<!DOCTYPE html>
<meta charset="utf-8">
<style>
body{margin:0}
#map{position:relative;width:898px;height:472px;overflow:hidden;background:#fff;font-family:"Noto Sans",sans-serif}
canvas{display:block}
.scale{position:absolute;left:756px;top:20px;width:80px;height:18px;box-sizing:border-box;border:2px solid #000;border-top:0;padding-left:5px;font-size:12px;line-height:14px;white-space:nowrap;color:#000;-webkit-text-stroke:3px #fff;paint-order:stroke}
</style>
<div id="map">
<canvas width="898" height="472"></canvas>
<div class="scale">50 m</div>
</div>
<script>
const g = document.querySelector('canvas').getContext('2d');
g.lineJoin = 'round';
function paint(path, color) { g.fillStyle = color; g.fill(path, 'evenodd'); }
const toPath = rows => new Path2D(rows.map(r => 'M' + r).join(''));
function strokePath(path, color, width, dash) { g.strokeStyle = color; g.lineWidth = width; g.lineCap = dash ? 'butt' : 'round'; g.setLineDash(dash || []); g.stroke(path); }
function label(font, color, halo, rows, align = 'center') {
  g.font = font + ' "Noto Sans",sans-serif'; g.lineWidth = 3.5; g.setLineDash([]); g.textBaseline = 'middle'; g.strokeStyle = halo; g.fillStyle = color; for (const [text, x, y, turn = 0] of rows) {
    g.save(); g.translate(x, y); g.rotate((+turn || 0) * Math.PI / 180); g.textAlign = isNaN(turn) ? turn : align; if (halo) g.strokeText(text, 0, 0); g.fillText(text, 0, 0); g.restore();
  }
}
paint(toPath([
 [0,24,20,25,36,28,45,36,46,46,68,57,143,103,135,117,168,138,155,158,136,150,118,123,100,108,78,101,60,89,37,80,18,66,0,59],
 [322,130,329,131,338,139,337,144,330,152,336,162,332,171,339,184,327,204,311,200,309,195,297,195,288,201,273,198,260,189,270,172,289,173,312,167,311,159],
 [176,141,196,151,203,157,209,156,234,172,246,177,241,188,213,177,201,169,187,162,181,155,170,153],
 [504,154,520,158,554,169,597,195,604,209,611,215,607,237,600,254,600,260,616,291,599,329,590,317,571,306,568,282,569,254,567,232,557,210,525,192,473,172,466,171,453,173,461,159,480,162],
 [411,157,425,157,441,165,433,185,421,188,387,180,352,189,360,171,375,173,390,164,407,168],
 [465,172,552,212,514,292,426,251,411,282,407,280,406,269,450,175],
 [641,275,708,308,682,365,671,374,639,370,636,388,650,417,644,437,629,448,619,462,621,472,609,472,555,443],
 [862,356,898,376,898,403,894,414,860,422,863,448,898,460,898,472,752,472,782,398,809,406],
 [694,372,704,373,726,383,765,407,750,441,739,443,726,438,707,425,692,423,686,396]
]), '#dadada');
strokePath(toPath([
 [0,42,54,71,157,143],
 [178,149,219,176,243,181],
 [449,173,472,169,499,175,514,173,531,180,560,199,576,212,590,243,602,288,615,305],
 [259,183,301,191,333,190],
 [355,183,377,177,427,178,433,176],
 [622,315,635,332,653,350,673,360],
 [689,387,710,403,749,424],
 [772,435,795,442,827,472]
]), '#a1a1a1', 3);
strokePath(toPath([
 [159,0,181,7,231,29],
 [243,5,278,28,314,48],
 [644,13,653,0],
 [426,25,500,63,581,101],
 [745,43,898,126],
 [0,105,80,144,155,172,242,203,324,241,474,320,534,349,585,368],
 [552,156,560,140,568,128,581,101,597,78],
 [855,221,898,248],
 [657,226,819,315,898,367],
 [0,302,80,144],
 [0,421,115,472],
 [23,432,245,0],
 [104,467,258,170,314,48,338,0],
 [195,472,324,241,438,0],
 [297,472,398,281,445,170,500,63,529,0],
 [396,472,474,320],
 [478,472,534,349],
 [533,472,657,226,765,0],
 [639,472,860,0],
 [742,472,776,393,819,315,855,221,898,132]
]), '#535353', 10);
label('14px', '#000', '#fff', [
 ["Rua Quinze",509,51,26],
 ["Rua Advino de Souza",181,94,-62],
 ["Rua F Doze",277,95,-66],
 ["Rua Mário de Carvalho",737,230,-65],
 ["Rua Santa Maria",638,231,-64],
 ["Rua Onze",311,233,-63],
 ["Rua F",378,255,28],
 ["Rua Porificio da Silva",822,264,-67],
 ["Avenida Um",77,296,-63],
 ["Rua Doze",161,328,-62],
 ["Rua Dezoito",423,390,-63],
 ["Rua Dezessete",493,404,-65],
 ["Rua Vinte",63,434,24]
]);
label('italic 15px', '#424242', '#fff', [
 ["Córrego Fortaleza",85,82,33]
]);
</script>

________________________

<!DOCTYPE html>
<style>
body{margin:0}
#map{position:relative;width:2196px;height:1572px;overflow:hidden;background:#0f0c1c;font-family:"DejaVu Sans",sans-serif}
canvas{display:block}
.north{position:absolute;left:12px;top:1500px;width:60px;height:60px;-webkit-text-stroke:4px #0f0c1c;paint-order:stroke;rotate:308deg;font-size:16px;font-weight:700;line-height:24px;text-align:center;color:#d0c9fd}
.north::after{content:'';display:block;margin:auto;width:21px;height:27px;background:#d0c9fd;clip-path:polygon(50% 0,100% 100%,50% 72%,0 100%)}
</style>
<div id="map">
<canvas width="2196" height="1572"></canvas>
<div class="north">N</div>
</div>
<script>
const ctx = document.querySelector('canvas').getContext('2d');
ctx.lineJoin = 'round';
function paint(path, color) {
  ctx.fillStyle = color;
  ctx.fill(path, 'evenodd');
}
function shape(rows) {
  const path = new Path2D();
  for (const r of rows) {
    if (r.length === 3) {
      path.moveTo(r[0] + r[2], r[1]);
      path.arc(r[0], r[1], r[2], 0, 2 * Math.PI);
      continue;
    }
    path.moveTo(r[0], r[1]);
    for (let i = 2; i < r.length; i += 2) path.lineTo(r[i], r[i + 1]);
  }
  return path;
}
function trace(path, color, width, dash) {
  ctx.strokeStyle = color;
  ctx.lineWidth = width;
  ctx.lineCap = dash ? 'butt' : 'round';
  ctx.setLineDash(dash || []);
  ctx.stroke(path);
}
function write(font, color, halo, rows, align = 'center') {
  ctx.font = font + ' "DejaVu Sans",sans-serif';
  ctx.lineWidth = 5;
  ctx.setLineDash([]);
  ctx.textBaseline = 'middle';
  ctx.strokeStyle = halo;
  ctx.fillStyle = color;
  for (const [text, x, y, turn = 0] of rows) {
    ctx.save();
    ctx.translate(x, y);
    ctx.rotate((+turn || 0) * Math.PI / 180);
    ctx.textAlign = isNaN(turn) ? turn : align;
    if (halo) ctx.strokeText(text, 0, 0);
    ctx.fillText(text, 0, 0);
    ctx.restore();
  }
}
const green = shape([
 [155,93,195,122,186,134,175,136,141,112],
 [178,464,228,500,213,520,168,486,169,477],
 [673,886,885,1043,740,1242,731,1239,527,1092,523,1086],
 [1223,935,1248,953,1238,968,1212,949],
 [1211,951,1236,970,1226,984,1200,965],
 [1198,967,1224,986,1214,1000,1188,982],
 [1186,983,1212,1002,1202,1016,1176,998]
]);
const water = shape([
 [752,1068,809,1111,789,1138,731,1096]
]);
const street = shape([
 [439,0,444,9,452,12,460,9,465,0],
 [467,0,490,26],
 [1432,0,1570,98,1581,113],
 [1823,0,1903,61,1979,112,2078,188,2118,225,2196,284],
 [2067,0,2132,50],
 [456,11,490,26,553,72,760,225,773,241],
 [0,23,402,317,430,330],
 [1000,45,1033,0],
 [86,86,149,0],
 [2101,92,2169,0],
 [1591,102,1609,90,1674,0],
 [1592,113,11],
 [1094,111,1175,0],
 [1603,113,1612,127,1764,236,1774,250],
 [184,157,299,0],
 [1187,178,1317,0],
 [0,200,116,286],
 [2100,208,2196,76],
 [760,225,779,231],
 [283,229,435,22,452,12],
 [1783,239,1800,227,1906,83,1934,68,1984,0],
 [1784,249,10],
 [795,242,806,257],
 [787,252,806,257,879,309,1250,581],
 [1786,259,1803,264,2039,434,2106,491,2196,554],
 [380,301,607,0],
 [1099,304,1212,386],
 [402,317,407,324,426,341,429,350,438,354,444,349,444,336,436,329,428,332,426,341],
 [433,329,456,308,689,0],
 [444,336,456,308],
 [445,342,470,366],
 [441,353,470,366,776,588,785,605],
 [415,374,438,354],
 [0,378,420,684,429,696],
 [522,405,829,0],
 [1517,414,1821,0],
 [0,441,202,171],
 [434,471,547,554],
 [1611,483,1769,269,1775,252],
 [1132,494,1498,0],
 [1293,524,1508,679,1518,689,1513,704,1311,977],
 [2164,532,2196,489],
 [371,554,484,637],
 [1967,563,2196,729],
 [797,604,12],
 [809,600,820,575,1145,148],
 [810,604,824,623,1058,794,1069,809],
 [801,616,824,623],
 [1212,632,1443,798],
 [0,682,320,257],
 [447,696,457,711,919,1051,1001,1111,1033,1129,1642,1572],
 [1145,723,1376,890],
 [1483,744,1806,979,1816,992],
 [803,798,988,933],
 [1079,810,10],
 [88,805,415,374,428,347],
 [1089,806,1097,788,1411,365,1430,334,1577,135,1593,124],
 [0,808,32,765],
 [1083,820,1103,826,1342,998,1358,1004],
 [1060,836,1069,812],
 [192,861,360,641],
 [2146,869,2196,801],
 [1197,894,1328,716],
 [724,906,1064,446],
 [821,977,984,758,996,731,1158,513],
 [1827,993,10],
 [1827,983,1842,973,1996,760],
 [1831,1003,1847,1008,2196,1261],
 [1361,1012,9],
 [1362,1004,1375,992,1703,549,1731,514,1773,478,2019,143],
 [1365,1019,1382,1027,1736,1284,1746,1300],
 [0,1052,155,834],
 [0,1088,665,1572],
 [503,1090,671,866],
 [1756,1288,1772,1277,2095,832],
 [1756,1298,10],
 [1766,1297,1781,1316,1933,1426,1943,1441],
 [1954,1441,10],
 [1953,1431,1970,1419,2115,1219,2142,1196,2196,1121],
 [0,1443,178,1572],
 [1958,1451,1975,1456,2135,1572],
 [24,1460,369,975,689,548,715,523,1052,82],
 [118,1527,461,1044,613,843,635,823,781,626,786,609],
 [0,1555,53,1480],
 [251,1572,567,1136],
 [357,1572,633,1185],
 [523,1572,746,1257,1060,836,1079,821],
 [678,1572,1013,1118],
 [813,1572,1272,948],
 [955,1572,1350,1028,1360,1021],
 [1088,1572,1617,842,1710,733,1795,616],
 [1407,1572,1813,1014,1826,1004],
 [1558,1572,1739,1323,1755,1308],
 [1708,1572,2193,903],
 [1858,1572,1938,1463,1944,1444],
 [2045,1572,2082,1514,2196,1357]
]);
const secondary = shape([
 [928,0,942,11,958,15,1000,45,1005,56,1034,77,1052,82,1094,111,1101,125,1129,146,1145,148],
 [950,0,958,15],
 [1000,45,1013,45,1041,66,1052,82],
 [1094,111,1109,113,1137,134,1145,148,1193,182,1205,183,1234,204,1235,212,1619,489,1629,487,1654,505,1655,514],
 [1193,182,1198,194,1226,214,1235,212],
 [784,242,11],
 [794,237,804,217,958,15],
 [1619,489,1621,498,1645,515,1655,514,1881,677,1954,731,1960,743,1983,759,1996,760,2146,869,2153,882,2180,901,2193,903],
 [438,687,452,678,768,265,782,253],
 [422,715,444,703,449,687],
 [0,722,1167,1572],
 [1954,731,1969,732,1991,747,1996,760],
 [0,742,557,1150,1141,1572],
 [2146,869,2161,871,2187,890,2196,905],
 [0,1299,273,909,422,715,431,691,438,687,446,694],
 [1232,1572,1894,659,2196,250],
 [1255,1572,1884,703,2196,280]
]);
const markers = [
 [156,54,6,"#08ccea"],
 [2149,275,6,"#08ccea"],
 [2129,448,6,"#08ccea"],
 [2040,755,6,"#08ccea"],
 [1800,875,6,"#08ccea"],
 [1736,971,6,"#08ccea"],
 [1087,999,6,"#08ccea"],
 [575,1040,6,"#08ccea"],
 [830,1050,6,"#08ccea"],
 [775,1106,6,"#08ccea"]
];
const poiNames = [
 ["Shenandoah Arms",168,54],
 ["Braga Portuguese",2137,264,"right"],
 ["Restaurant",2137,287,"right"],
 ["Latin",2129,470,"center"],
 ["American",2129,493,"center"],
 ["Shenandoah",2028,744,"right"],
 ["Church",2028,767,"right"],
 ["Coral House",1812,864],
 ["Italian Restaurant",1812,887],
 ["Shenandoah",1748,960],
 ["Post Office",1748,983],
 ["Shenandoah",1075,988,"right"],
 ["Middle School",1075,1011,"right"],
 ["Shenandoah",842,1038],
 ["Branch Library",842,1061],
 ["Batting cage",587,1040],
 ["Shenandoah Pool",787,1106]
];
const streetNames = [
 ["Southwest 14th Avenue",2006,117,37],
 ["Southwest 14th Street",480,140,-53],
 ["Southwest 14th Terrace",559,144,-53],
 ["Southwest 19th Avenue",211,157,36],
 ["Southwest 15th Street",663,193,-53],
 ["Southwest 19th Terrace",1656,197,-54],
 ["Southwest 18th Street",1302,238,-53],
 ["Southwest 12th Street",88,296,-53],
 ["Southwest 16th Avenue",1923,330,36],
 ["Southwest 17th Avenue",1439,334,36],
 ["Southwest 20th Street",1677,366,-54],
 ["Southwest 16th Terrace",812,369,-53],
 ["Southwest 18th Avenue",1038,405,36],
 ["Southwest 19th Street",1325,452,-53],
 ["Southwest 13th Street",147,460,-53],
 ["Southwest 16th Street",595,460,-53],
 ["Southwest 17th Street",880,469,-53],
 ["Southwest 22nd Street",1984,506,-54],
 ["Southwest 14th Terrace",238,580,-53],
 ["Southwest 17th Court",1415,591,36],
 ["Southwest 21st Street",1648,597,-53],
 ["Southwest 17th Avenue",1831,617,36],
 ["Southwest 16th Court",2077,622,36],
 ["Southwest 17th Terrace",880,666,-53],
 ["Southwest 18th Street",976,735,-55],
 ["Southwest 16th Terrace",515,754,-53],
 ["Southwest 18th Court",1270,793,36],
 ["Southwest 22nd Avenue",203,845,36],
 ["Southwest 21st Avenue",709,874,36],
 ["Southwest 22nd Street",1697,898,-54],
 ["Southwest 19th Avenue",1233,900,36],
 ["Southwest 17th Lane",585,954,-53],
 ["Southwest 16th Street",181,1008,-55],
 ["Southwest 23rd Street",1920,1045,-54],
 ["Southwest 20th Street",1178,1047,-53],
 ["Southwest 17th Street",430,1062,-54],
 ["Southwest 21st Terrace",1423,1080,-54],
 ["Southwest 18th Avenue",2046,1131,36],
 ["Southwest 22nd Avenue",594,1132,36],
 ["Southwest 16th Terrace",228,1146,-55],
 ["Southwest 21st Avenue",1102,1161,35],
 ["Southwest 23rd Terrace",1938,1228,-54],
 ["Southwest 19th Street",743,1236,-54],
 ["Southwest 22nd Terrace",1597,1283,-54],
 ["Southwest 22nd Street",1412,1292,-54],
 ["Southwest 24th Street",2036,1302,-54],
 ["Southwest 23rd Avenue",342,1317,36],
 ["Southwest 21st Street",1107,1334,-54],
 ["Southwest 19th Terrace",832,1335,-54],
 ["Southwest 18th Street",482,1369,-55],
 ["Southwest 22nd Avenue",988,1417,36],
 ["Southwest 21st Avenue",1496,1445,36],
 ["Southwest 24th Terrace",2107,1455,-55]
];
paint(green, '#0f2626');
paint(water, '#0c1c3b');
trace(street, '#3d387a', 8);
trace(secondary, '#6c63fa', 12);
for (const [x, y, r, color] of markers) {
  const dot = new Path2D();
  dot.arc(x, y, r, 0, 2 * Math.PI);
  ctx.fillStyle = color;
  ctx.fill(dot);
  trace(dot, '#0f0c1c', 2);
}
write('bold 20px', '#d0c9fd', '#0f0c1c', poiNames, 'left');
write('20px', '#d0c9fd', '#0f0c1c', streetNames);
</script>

________________________

All lines above that include the word "absolute" should be located and copied.

.scale{position:absolute;left:756px;top:20px;width:80px;height:18px;box-sizing:border-box;border:2px solid #000;border-top:0;padding-left:5px;font-size:12px;line-height:14px;white-space:nowrap;color:#000;-webkit-text-stroke:3px #fff;paint-order:stroke}
.north{position:absolute;left:12px;top:1500px;width:60px;height:60px;-webkit-text-stroke:4px #0f0c1c;paint-order:stroke;rotate:308deg;font-size:16px;font-weight:700;line-height:24px;text-align:center;color:#d0c9fd}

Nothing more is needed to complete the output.